- PROBLEM TO WORK ON: The records that follow should be copied in full, exactly as they read.

- DATA TO USE:
+ + +

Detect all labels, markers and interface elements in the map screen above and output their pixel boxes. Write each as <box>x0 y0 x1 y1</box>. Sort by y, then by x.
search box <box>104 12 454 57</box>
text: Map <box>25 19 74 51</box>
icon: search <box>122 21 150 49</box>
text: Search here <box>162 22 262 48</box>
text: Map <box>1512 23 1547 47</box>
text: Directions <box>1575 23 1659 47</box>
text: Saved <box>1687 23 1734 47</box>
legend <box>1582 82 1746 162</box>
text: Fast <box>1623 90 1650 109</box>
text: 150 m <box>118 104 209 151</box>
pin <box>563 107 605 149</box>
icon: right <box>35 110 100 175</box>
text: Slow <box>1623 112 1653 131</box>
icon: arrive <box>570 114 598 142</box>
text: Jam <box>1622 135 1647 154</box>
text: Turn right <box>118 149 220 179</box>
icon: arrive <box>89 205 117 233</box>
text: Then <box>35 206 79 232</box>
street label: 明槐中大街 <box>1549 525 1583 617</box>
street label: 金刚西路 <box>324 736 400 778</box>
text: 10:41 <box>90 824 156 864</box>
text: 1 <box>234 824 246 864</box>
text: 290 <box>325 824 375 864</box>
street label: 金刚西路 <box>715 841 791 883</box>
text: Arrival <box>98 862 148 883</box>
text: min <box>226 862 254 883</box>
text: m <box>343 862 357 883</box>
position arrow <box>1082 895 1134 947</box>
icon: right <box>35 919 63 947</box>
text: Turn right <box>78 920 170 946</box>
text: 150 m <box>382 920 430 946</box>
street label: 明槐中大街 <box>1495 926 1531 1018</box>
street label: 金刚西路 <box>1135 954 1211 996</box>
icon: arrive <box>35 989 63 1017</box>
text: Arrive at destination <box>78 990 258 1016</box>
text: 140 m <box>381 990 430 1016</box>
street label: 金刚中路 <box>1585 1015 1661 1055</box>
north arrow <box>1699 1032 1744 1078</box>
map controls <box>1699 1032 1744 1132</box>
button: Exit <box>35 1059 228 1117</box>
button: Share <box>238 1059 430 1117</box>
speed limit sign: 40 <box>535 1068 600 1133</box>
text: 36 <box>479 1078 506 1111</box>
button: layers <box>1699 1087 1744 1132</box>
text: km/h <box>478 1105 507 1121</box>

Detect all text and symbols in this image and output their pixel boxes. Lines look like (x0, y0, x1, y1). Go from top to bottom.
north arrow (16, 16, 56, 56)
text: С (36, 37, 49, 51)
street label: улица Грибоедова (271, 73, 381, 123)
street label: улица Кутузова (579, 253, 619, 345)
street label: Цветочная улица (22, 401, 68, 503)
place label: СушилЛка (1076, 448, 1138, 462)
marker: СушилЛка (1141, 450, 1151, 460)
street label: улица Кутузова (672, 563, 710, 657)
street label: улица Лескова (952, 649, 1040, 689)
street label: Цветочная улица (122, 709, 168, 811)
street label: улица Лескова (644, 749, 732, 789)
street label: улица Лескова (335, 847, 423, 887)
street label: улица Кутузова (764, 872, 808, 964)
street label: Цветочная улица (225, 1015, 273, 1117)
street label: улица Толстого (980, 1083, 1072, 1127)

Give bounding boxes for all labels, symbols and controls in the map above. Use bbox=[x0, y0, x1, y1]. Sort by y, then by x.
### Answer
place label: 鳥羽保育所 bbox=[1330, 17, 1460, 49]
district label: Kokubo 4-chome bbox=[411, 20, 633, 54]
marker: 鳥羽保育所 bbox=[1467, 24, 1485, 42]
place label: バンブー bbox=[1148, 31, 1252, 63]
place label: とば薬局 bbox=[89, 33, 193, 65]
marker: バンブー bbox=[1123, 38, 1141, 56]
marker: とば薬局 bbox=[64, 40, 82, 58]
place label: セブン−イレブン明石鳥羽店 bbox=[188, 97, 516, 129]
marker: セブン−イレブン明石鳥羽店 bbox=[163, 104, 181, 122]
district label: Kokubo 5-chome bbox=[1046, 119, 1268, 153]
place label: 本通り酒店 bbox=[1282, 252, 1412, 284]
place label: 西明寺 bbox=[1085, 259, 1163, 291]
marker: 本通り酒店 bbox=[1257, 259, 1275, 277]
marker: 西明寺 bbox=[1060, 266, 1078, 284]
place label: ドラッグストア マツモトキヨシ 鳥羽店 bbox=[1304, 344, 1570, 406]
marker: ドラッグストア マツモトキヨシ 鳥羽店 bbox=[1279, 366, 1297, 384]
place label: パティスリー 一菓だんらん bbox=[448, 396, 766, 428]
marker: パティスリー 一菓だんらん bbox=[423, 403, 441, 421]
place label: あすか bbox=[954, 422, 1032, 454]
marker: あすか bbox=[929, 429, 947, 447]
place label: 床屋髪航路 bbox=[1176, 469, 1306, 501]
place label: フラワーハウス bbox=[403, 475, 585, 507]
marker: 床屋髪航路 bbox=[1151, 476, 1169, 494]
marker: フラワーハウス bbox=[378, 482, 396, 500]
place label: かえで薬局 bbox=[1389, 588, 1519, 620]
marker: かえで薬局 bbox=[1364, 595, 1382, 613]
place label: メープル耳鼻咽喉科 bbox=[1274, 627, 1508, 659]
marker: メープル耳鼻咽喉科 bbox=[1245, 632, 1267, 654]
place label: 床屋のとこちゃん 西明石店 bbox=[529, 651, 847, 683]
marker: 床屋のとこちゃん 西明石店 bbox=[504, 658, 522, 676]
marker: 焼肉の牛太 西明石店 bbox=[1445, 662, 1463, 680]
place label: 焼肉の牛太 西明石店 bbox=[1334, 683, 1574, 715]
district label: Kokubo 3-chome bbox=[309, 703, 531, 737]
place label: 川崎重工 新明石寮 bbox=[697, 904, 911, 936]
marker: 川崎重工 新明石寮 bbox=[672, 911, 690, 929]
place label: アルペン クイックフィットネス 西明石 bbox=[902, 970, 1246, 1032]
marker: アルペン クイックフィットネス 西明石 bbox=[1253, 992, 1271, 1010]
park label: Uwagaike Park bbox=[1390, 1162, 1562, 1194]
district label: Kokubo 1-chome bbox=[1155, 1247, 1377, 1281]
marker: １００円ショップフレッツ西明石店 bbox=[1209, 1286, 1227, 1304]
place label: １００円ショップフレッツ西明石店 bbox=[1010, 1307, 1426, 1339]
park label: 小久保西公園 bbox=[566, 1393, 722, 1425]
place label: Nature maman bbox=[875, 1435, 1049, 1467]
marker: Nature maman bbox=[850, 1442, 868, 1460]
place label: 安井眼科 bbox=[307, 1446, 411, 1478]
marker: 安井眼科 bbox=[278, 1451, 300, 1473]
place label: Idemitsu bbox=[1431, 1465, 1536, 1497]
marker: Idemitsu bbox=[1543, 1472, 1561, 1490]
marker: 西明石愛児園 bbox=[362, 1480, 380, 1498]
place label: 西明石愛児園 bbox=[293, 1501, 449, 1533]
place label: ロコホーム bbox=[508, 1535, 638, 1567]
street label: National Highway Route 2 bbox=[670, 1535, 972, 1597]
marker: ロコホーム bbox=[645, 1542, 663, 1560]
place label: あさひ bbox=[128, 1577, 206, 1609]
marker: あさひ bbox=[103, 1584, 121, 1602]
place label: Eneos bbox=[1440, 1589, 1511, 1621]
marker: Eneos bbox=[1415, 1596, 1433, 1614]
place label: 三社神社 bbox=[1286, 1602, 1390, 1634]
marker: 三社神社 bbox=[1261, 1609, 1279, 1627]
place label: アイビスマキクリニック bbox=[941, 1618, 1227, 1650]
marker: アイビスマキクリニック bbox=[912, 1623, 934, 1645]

+ + +

- SOLUTION FOR THIS EXERCISE:
Detect all labels, markers and interface elements in the map screen above and output their pixel boxes. Write each as <box>x0 y0 x1 y1</box>. Sort by y, then by x.
search box <box>104 12 454 57</box>
text: Map <box>25 19 74 51</box>
icon: search <box>122 21 150 49</box>
text: Search here <box>162 22 262 48</box>
text: Map <box>1512 23 1547 47</box>
text: Directions <box>1575 23 1659 47</box>
text: Saved <box>1687 23 1734 47</box>
legend <box>1582 82 1746 162</box>
text: Fast <box>1623 90 1650 109</box>
text: 150 m <box>118 104 209 151</box>
pin <box>563 107 605 149</box>
icon: right <box>35 110 100 175</box>
text: Slow <box>1623 112 1653 131</box>
icon: arrive <box>570 114 598 142</box>
text: Jam <box>1622 135 1647 154</box>
text: Turn right <box>118 149 220 179</box>
icon: arrive <box>89 205 117 233</box>
text: Then <box>35 206 79 232</box>
street label: 明槐中大街 <box>1549 525 1583 617</box>
street label: 金刚西路 <box>324 736 400 778</box>
text: 10:41 <box>90 824 156 864</box>
text: 1 <box>234 824 246 864</box>
text: 290 <box>325 824 375 864</box>
street label: 金刚西路 <box>715 841 791 883</box>
text: Arrival <box>98 862 148 883</box>
text: min <box>226 862 254 883</box>
text: m <box>343 862 357 883</box>
position arrow <box>1082 895 1134 947</box>
icon: right <box>35 919 63 947</box>
text: Turn right <box>78 920 170 946</box>
text: 150 m <box>382 920 430 946</box>
street label: 明槐中大街 <box>1495 926 1531 1018</box>
street label: 金刚西路 <box>1135 954 1211 996</box>
icon: arrive <box>35 989 63 1017</box>
text: Arrive at destination <box>78 990 258 1016</box>
text: 140 m <box>381 990 430 1016</box>
street label: 金刚中路 <box>1585 1015 1661 1055</box>
north arrow <box>1699 1032 1744 1078</box>
map controls <box>1699 1032 1744 1132</box>
button: Exit <box>35 1059 228 1117</box>
button: Share <box>238 1059 430 1117</box>
speed limit sign: 40 <box>535 1068 600 1133</box>
text: 36 <box>479 1078 506 1111</box>
button: layers <box>1699 1087 1744 1132</box>
text: km/h <box>478 1105 507 1121</box>

Detect all text and symbols in this image and output their pixel boxes. Lines look like (x0, y0, x1, y1). Go from top to bottom.
north arrow (16, 16, 56, 56)
text: С (36, 37, 49, 51)
street label: улица Грибоедова (271, 73, 381, 123)
street label: улица Кутузова (579, 253, 619, 345)
street label: Цветочная улица (22, 401, 68, 503)
place label: СушилЛка (1076, 448, 1138, 462)
marker: СушилЛка (1141, 450, 1151, 460)
street label: улица Кутузова (672, 563, 710, 657)
street label: улица Лескова (952, 649, 1040, 689)
street label: Цветочная улица (122, 709, 168, 811)
street label: улица Лескова (644, 749, 732, 789)
street label: улица Лескова (335, 847, 423, 887)
street label: улица Кутузова (764, 872, 808, 964)
street label: Цветочная улица (225, 1015, 273, 1117)
street label: улица Толстого (980, 1083, 1072, 1127)

Give bounding boxes for all labels, symbols and controls in the map above. Use bbox=[x0, y0, x1, y1]. Sort by y, then by x.
### Answer
place label: 鳥羽保育所 bbox=[1330, 17, 1460, 49]
district label: Kokubo 4-chome bbox=[411, 20, 633, 54]
marker: 鳥羽保育所 bbox=[1467, 24, 1485, 42]
place label: バンブー bbox=[1148, 31, 1252, 63]
place label: とば薬局 bbox=[89, 33, 193, 65]
marker: バンブー bbox=[1123, 38, 1141, 56]
marker: とば薬局 bbox=[64, 40, 82, 58]
place label: セブン−イレブン明石鳥羽店 bbox=[188, 97, 516, 129]
marker: セブン−イレブン明石鳥羽店 bbox=[163, 104, 181, 122]
district label: Kokubo 5-chome bbox=[1046, 119, 1268, 153]
place label: 本通り酒店 bbox=[1282, 252, 1412, 284]
place label: 西明寺 bbox=[1085, 259, 1163, 291]
marker: 本通り酒店 bbox=[1257, 259, 1275, 277]
marker: 西明寺 bbox=[1060, 266, 1078, 284]
place label: ドラッグストア マツモトキヨシ 鳥羽店 bbox=[1304, 344, 1570, 406]
marker: ドラッグストア マツモトキヨシ 鳥羽店 bbox=[1279, 366, 1297, 384]
place label: パティスリー 一菓だんらん bbox=[448, 396, 766, 428]
marker: パティスリー 一菓だんらん bbox=[423, 403, 441, 421]
place label: あすか bbox=[954, 422, 1032, 454]
marker: あすか bbox=[929, 429, 947, 447]
place label: 床屋髪航路 bbox=[1176, 469, 1306, 501]
place label: フラワーハウス bbox=[403, 475, 585, 507]
marker: 床屋髪航路 bbox=[1151, 476, 1169, 494]
marker: フラワーハウス bbox=[378, 482, 396, 500]
place label: かえで薬局 bbox=[1389, 588, 1519, 620]
marker: かえで薬局 bbox=[1364, 595, 1382, 613]
place label: メープル耳鼻咽喉科 bbox=[1274, 627, 1508, 659]
marker: メープル耳鼻咽喉科 bbox=[1245, 632, 1267, 654]
place label: 床屋のとこちゃん 西明石店 bbox=[529, 651, 847, 683]
marker: 床屋のとこちゃん 西明石店 bbox=[504, 658, 522, 676]
marker: 焼肉の牛太 西明石店 bbox=[1445, 662, 1463, 680]
place label: 焼肉の牛太 西明石店 bbox=[1334, 683, 1574, 715]
district label: Kokubo 3-chome bbox=[309, 703, 531, 737]
place label: 川崎重工 新明石寮 bbox=[697, 904, 911, 936]
marker: 川崎重工 新明石寮 bbox=[672, 911, 690, 929]
place label: アルペン クイックフィットネス 西明石 bbox=[902, 970, 1246, 1032]
marker: アルペン クイックフィットネス 西明石 bbox=[1253, 992, 1271, 1010]
park label: Uwagaike Park bbox=[1390, 1162, 1562, 1194]
district label: Kokubo 1-chome bbox=[1155, 1247, 1377, 1281]
marker: １００円ショップフレッツ西明石店 bbox=[1209, 1286, 1227, 1304]
place label: １００円ショップフレッツ西明石店 bbox=[1010, 1307, 1426, 1339]
park label: 小久保西公園 bbox=[566, 1393, 722, 1425]
place label: Nature maman bbox=[875, 1435, 1049, 1467]
marker: Nature maman bbox=[850, 1442, 868, 1460]
place label: 安井眼科 bbox=[307, 1446, 411, 1478]
marker: 安井眼科 bbox=[278, 1451, 300, 1473]
place label: Idemitsu bbox=[1431, 1465, 1536, 1497]
marker: Idemitsu bbox=[1543, 1472, 1561, 1490]
marker: 西明石愛児園 bbox=[362, 1480, 380, 1498]
place label: 西明石愛児園 bbox=[293, 1501, 449, 1533]
place label: ロコホーム bbox=[508, 1535, 638, 1567]
street label: National Highway Route 2 bbox=[670, 1535, 972, 1597]
marker: ロコホーム bbox=[645, 1542, 663, 1560]
place label: あさひ bbox=[128, 1577, 206, 1609]
marker: あさひ bbox=[103, 1584, 121, 1602]
place label: Eneos bbox=[1440, 1589, 1511, 1621]
marker: Eneos bbox=[1415, 1596, 1433, 1614]
place label: 三社神社 bbox=[1286, 1602, 1390, 1634]
marker: 三社神社 bbox=[1261, 1609, 1279, 1627]
place label: アイビスマキクリニック bbox=[941, 1618, 1227, 1650]
marker: アイビスマキクリニック bbox=[912, 1623, 934, 1645]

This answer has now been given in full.